If a three-way pact among the owner, the county and a nonprofit group were still alive, the historic Thomas Pumphrey House might have a buyer by now. Instead, the owner is about to try a new marketing effort.

An agreement signed last year by Burwood Road Associates, the county and the Anne Arundel County Trust for Preservation Inc. provided for help in selling the property and virtually guaranteed a buyer: The preservation group had promised to try to buy the house by Aug. 1 if no one else did or forfeit its interest.

But when the county Scattered Sites Renewal Program, which would have provided up to $125,000 in no-interest or deferred loans for the property's buyer, ended in December, so did the agreement.

Now, after more than a year on the market, the fire-ravaged, vandalized brick house is still on the market. The asking price is $100,000 for the house and the half-acre lot at Furnace Branch and West Ordnance roads.

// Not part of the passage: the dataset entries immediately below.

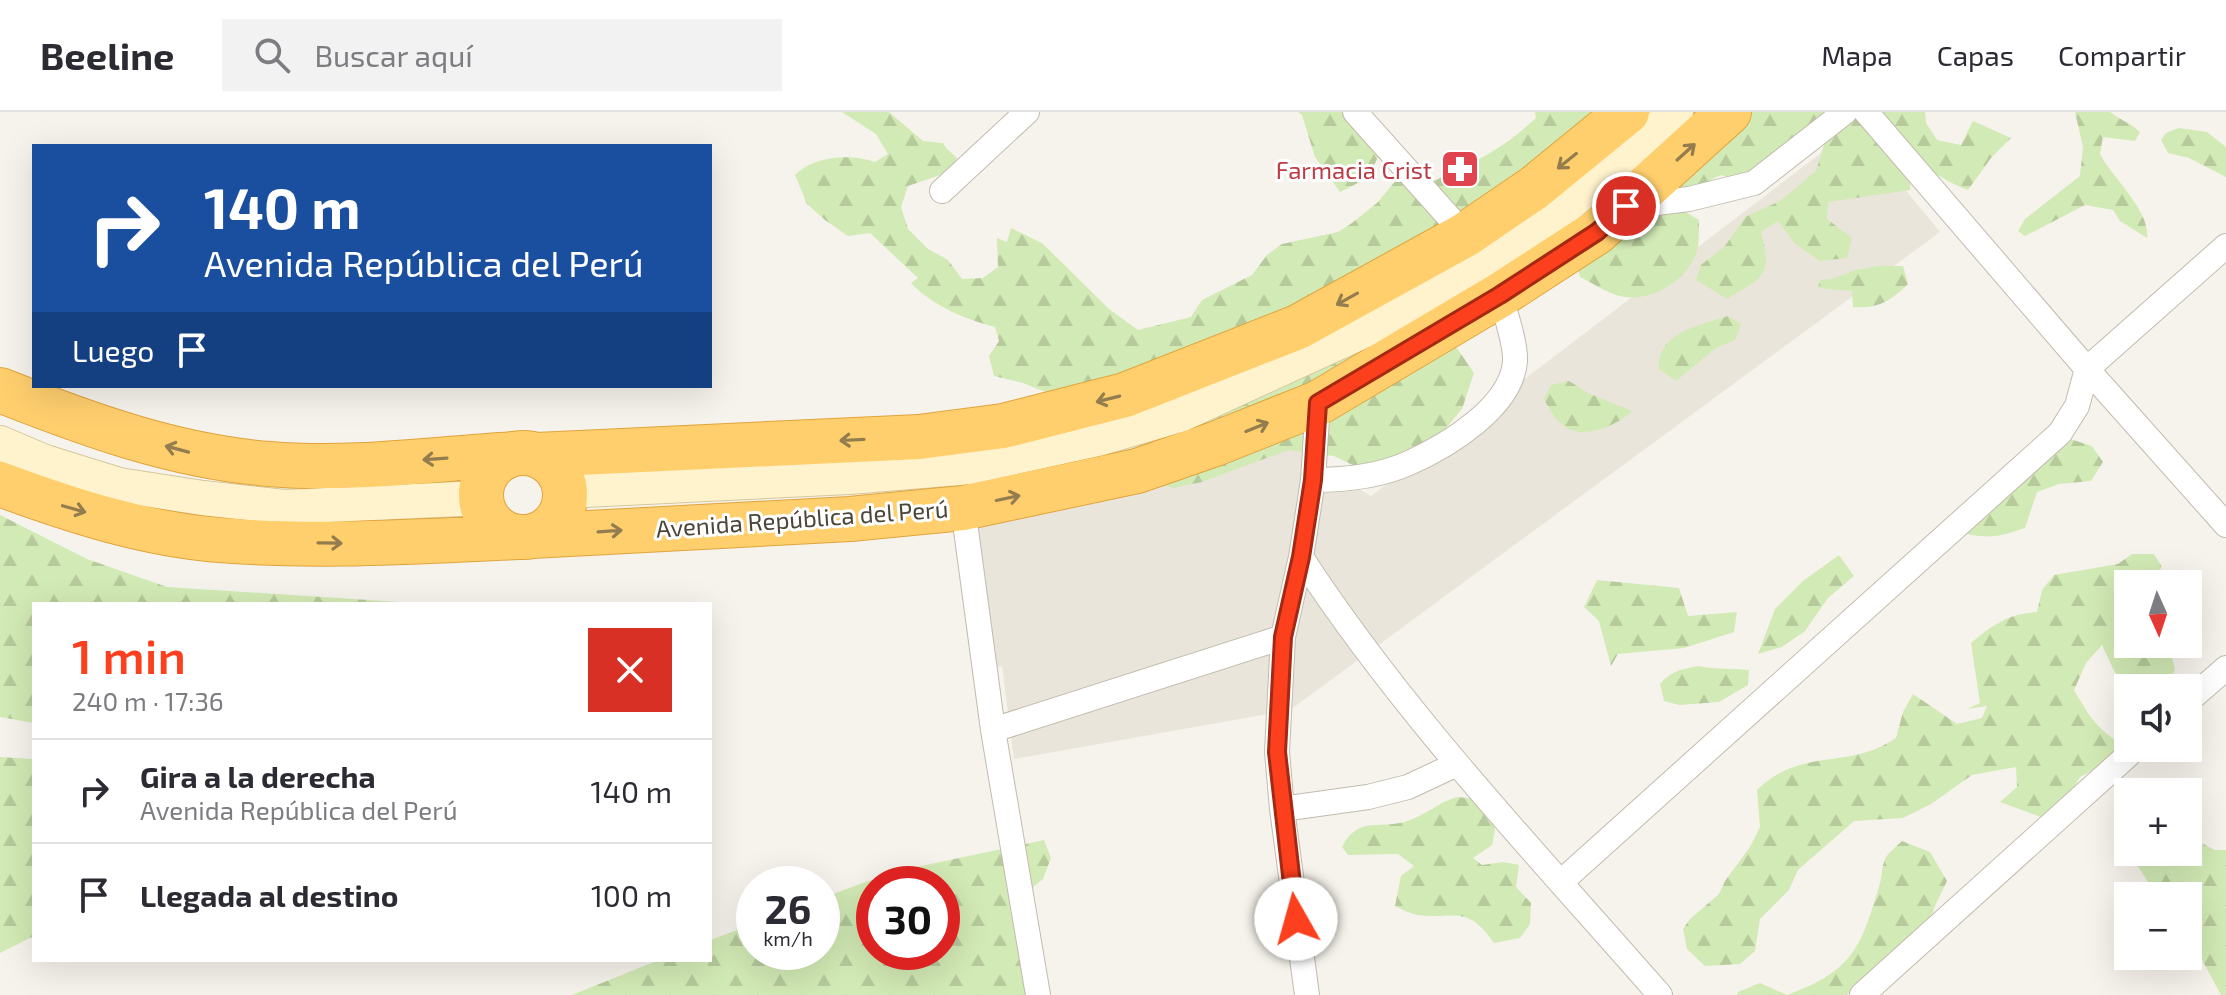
<!DOCTYPE html>
<html lang="es">
<head>
<meta charset="utf-8">
<style>
  body { margin:0; font-family:"Exo 2",sans-serif; background:#f2f2f3; color:#2b2b33; height:100vh; display:flex; flex-direction:column; font-size:30px; white-space:nowrap }
  * { box-sizing:border-box; margin:0 }
  p { font-size:26px; color:#7c7c81 }
  .icon { flex:none; width:44px; height:44px; fill:none; stroke:currentColor; stroke-width:2; stroke-linecap:round; stroke-linejoin:round }
  .map { position:relative; flex:1; overflow:hidden }
  .sheet { position:absolute; left:32px; top:490px; width:680px; height:360px; display:flex; flex-direction:column; background:#fff; border-radius:0px; box-shadow:0 8px 32px #0002 }
  .sheet>* { flex:none }
  .banner { position:absolute; left:32px; top:32px; width:680px; height:244px; border-radius:0px; box-shadow:0 8px 32px #0002; background:#1a4fa0; color:#fff; overflow:hidden }
  .needle { width:52px; rotate:177deg }
  .tools { position:absolute; left:2114px; top:458px; display:grid; gap:16px }
  .tools a { display:grid; place-items:center; width:88px; height:88px; border-radius:0px; background:#fff; box-shadow:0 8px 32px #0002; font-size:40px }
  .speed { position:absolute; left:736px; top:754px; display:flex; gap:16px; font-size:40px; font-weight:700; text-align:center }
  .speed>* { display:grid; place-content:center; width:104px; height:104px; border-radius:50%; background:#fff; box-shadow:0 8px 32px #0002; line-height:1 }
  .speed small { font-size:20px; font-weight:400 }
  .speed .limit { border:12px solid #d22; background:#fff; color:#111 }
  .pin { position:absolute; display:grid; place-items:center; width:68px; height:68px; color:#fff; margin:-34px; border:4px solid #fff; border-radius:50%; box-shadow:0 2px 8px #0007 }
  .me { position:absolute; width:88px; margin:-44px; rotate:353deg; stroke-linejoin:round; filter:drop-shadow(0 0 6px #0008) }
  .turn { display:flex; align-items:center; gap:28px; height:168px; padding:0 40px; font-size:36px }
  .turn .icon { width:104px; height:104px; stroke-width:2.5 }
  .turn b { display:block; font-size:56px; line-height:68px }
  .then { display:flex; align-items:center; height:76px; padding:0 40px; background:#0003; gap:16px; font-size:30px }
  .round { display:grid; place-items:center; flex:none; width:84px; height:84px; border-radius:0px; background:#f2f2f3 }
  .head { display:flex; align-items:center; justify-content:space-between; height:136px; padding:0 40px }
  h1 { font-size:48px; font-weight:600; line-height:60px; color:#fc3f1d }
  ul { padding:0; list-style:none }
  li { display:flex; align-items:center; gap:24px; height:104px; padding:0 40px; border-top:2px solid #e1e1e2 }
  li div { flex:1 }
  li b { display:block; font-size:30px }
  li em { font-style:normal }
  header { display:flex; align-items:center; gap:48px; box-sizing:border-box; height:112px; padding:0 40px; background:#fff; border-bottom:2px solid #e1e1e2 }
  header strong { font-size:38px }
  nav { display:flex; gap:44px; margin-inline-start:auto; font-size:28px }
  .search { width:560px; height:72px; background:#f2f2f3; display:flex; align-items:center; gap:20px; box-sizing:border-box; padding:0 28px; border-radius:0px; color:#7c7c81; font-size:30px }
  .map>svg:first-child { display:block }
</style>
</head>
<body>
<header>
<strong>Beeline</strong>
<div class="search"><svg class="icon" aria-label="search" viewBox="0 0 24 24"><circle cx="10" cy="10" r="6"/><path d="M15 15l6 6"/></svg>Buscar aquí</div>
<nav><a>Mapa</a><a>Capas</a><a>Compartir</a></nav>
</header>
<div class="map">
<svg width="2226" height="883" viewBox="0 0 2226 883">
  <defs>
    <pattern id="forest-firs" width="22" height="20" patternUnits="userSpaceOnUse" patternTransform="scale(2)"><rect width="22" height="20" fill="#d2eab5"/><path d="M5 1l3.5 6h-7zM16 11l3.5 6h-7z" fill="#b6ca9c"/></pattern>
  </defs>
  <rect width="100%" height="100%" fill="#f6f3ec"/>
  <path fill="#eae5da" d="M1854,16l86,104 -650,478 -276,49 -12,-93 -23,6 -24,-162 359,-103 -10,52 67,37z"/>
  <path fill="url(#forest-firs)" fill-rule="evenodd" d="M842,0h47l34,29 20,2 3,5 11,10 -5,13 -44,15 -7,21 7,22 20,20 20,11 14,19 21,-1 15,-11 -1,-29 10,4 4,-14 31,15 67,66 29,21 53,-13 11,-17 50,-25 15,-20 15,-11 56,-12 14,-9 25,-20 25,-30 11,-2 23,9c41,-19 66,-30 100,-62l-1,-6h139l-228,220 28,41 -12,36 -26,31 -73,30 -29,-14 -46,-6 -86,32 -29,6 -39,-13 -2,-21 17,-21 -126,-50 -29,-7 -5,-20 10,-15 -4,-14c-30,-8 -62,-21 -84,-44l7,-5 -48,-45 -22,3 -23,-16 -18,-16 -12,-29c18,-19 56,-22 80,-13l13,-8 -12,-20z
    M1298,0h67l15,41 -12,25 -28,14 -25,-35 -13,-42z
    M1724,0h105l-35,37 -59,30 -14,-4 -31,15 -25,-3z
    M1848,0l22,8 41,57 -1,13 -82,12 -1,17 25,19 -5,20 -27,3 -25,-17 -17,-23 -17,11c12,44 2,46 -34,67l-31,-19 5,-15 24,-19 20,-29 35,-16 36,-30 9,-30z
    M1877,0h48l1,11 11,17 24,5 12,-24 38,17 -20,20 -23,32c-45,-17 -61,-42 -91,-78z
    M2075,0h35c10,8 21,11 30,20l-5,9 -32,-4 -3,17c11,22 51,58 47,84l-27,-17 -7,-11 -28,-5 -60,31 -7,-5 7,-12 55,-43 3,-29z
    M2179,16l28,4 19,15v30l-37,-19 -21,-5 -7,-13 5,-7z
    M1677,95l22,13c0,8 0,18 -1,26 -6,32 -46,58 -78,50 -13,-3 -28,-13 -40,-19l-5,-18 56,-32z
    M1879,154h24l5,18c-17,17 -30,25 -55,23l-1,-16 -34,-3 2,-8 12,-1 23,-9z
    M1728,204l13,8 -6,16 -19,8 -40,33 -17,-12c-2,-37 42,-44 69,-53z
    M1569,269l19,12 44,18c-14,14 -46,28 -65,17 -10,-5 -18,-19 -23,-29l7,-14z
    M2070,327l22,7 11,16 -12,19 -32,3 -22,8 -12,36c-26,9 -40,12 -67,3z
    M0,403l87,44 80,28 263,17h-396v119l-34,-6z
    M2132,442h22l8,13 -6,7 -2,10h-26v13l-9,4 3,21 6,5v17h24l19,9 4,17 -11,18 -37,-1 -13,-16 -12,-26 -16,18 -12,27c17,29 23,40 53,57l-20,16 -27,14 -15,26 -24,14 -41,-15 17,-15 -1,-20 -44,8 -41,29 -28,14 -49,3 -56,49 -9,20 -29,29 -5,32 -15,13 -35,2 -18,-17 -4,-20 7,-10 29,-25 6,-13 25,-34 10,-20 -3,-37c45,-44 91,-19 139,-52l7,-26 10,-18 44,30 25,-6 5,-12 -20,3 13,-6 -9,-60c23,-19 37,-29 66,-31l5,-22 12,-15 64,-11z
    M1839,443l15,21 -26,22 -23,33 -23,16 -24,7 17,-45 28,-28z
    M1597,468l82,8 9,28 49,-4 -3,20 -50,16 -66,6 -7,12 -12,-45 -15,-14z
    M1699,554c17,4 33,2 50,4l-1,15 -29,17 -40,3 -15,-4 -4,-17c11,-13 22,-15 39,-18z
    M0,645l34,2v177l-34,17z
    M1457,685l22,2 11,6 5,25 -3,15 -19,13 9,7 21,-3 16,3 -3,22 15,16 -1,21 -10,14 -26,5c-29,-42 -42,-21 -81,-29 -6,-2 -12,-5 -18,-8l6,-30 13,-10 -16,-12 -50,1 -6,-8c16,-33 41,-16 68,-27 17,-6 29,-18 47,-23z
    M2188,724l27,14h11v145h-5l-33,-61v-38h-31l-28,-44h59z
    M1044,728l7,18 -8,21 -11,9v107h-460l87,-35h51v-20l44,-16v28h68v-54l71,-26zM874,772h68v68h-68z
    M1902,729l28,11 17,29 -12,25 -13,39 -63,37 -12,13h-110l1,-3 22,-9 27,12c66,-24 74,-47 93,-112 2,-7 2,-17 5,-24 3,-6 12,-13 17,-18z"/>
  <g fill="none" stroke-linecap="round" stroke-linejoin="round">
    <defs>
      <path id="street" d="M1355,0l110,123
        M1866,0l221,257 139,156
        M942,79l85,-79
        M1632,94l57,-7 65,-16 91,-71
        M1313,368c31,0 67,-4 96,-17 38,-17 103,-56 106,-102 1,-17 -10,-49 -15,-66
        M963,396l30,222 45,265
        M1301,445c103,158 235,296 359,438
        M2188,589l38,-33
        M993,618l290,-93
        M1282,697l86,-12 40,-10 49,-23
        M1561,770l499,-449 17,-27 10,-37 139,-123
        M1307,883l-25,-186 -5,-57 6,-115 18,-80 12,-77 5,-77
        M1862,883l274,-247"/>
      <path id="secondary" d="M0,331l45,19 74,23 84,13 81,9 197,-9
        M565,379l284,-14 121,-10 128,-28 82,-24 205,-94 80,-45 90,-60 121,-104"/>
      <path id="highway" d="M0,278c86,34 176,67 270,74 80,7 163,-5 243,-10
        M481 383a42 42 0 1 1 84 0a42 42 0 1 1-84 0Z
        M537,343l382,-18 84,-11 122,-31 173,-68 167,-92 69,-47 93,-76
        M0,372c70,26 144,50 219,56 99,8 200,1 300,-3
        M532,424l318,-17 113,-11 174,-37 78,-27 103,-41 182,-108 97,-63 132,-120"/>
    </defs>
    <use href="#street" stroke="#c2bbae" stroke-width="26"/>
    <use href="#secondary" stroke="#d6c79b" stroke-width="36"/>
    <use href="#highway" stroke="#e0a43c" stroke-width="46"/>
    <use href="#street" stroke="#fff" stroke-width="24"/>
    <use href="#secondary" stroke="#fff3cd" stroke-width="34"/>
    <use href="#highway" stroke="#ffcf6e" stroke-width="44"/>
  </g>
  <defs><path id="oneway-shaft" d="M-6 0H5M1.5-3L5.5 0L1.5 3" fill="none" stroke-width="1.6" stroke-linecap="round" stroke-linejoin="round" transform="scale(2)"/></defs>
  <g stroke="#937c4e">
    <use href="#oneway-shaft" transform="translate(1686 40) rotate(-42)"/>
    <use href="#oneway-shaft" transform="translate(1567 49) rotate(141)"/>
    <use href="#oneway-shaft" transform="translate(1347 187) rotate(151)"/>
    <use href="#oneway-shaft" transform="translate(1108 287) rotate(166)"/>
    <use href="#oneway-shaft" transform="translate(1257 315) rotate(-22)"/>
    <use href="#oneway-shaft" transform="translate(852 328) rotate(177)"/>
    <use href="#oneway-shaft" transform="translate(177 337) rotate(-165)"/>
    <use href="#oneway-shaft" transform="translate(435 347) rotate(176)"/>
    <use href="#oneway-shaft" transform="translate(1008 386) rotate(-12)"/>
    <use href="#oneway-shaft" transform="translate(74 397) rotate(16)"/>
    <use href="#oneway-shaft" transform="translate(610 419) rotate(-4)"/>
    <use href="#oneway-shaft" transform="translate(330 431) rotate(1)"/>
  </g>
  <g fill="none" stroke-linecap="round" stroke-linejoin="round">
    <defs>
      <path id="route" d="M1296,807l-19,-167 6,-115 18,-80 12,-77 5,-77 182,-108 97,-63 29,-26"/>
    </defs>
    <use href="#route" stroke="#a42913" stroke-width="20"/>
    <use href="#route" stroke="#fc3f1d" stroke-width="14"/>
  </g>
  <defs>
    <symbol id="pharmacy-square" viewBox="-11 -11 22 22"><rect x="-9" y="-9" width="18" height="18" rx="4" fill="#e0444e" stroke="#fff"/><path d="M-2-6h4v4h4v4h-4v4h-4v-4h-4v-4h4Z" fill="#fff"/></symbol>
  </defs>
  <g fill-rule="evenodd">
    <use href="#pharmacy-square" x="1438" y="35" width="44" height="44"/>
  </g>
  <g text-anchor="middle" dominant-baseline="central" stroke-width="6" stroke-linejoin="round" paint-order="stroke">
    <g font-size="24" fill="#be3a42" stroke="#fff" text-anchor="end">
      <text x="1432" y="57">Farmacia Crist</text>
    </g>
    <g font-size="24" fill="#4b4439" stroke="#fff">
      <text transform="translate(802 406) rotate(-4)">Avenida República del Perú</text>
    </g>
  </g>
</svg>
<div class="tools">
<a><svg class="needle" viewBox="-14 -14 28 28"><path d="M0-13l5 13h-10z" fill="#e53935"/><path d="M0 13l5-13h-10z" fill="#7c7c81"/></svg></a>
<a><svg class="icon" aria-label="sound" viewBox="0 0 24 24"><path d="M4 9h4l5-4v14l-5-4H4zM17 9q2 3 0 6"/></svg></a>
<a>+</a>
<a>−</a>
</div>
<div class="speed"><div>26<small>km/h</small></div><div class="limit">30</div></div>
<div class="pin" style="left:1626px;top:94px;background:#d93025"><svg class="icon" aria-label="arrive" viewBox="0 0 24 24"><path d="M6 21V4h12l-3 4 3 4H6"/></svg></div>
<svg class="me" style="left:1296px;top:807px" viewBox="-20 -20 40 40"><circle r="19" fill="#fff"/><path d="M0-13L10 11 0 6-10 11z" fill="#fc3f1d"/></svg>
<div class="banner">
<div class="turn"><svg class="icon" aria-label="right" viewBox="0 0 24 24"><path d="M7 20v-9h11M14 6l5 5-5 5"/></svg><div><b>140 m</b>Avenida República del Perú</div></div>
<div class="then">Luego<svg class="icon" aria-label="arrive" viewBox="0 0 24 24"><path d="M6 21V4h12l-3 4 3 4H6"/></svg></div>
</div>
<section class="sheet">
<div class="head"><div><h1>1 min</h1><p>240 m · 17:36</p></div><a class="round" style="background:#d93025;color:#fff"><svg class="icon" aria-label="close" viewBox="0 0 24 24"><path d="M6 6l12 12M18 6L6 18"/></svg></a></div>
<ul>
<li><svg class="icon" aria-label="right" viewBox="0 0 24 24"><path d="M7 20v-9h11M14 6l5 5-5 5"/></svg><div><b>Gira a la derecha</b><p>Avenida República del Perú</p></div><em>140 m</em></li>
<li><svg class="icon" aria-label="arrive" viewBox="0 0 24 24"><path d="M6 21V4h12l-3 4 3 4H6"/></svg><div><b>Llegada al destino</b></div><em>100 m</em></li>
</ul>
</section>
</div>
</body>
</html>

"I'm very disappointed," said Bill Steffey, a limited partner in Burwood and a real estate agent. "I don't know what we are going to do with it."

He said he is exploring the possibility of federal loans and other incentives if a nonprofit group buys and uses the house, and that he may invite nonprofit groups to visit.

"We're encouraging developers to take a look at the property," said Kathleen Koch, executive director of the recently privatized Arundel Community Development Services Inc.

She said a few developers have looked at the building, zoned commercial, for offices or day care.

The county paid nearly $20,000 for a marketing and feasibility study that indicated the house needs $224,700 in repairs and the clearing of weeds and trash.

Burwood Road Associates bought the house and about 30 acres surrounding it in the late 1980s to build Oak Leaf Villas. The company signed an easement with the county in which it agreed not to raze the house, which was built in 1863.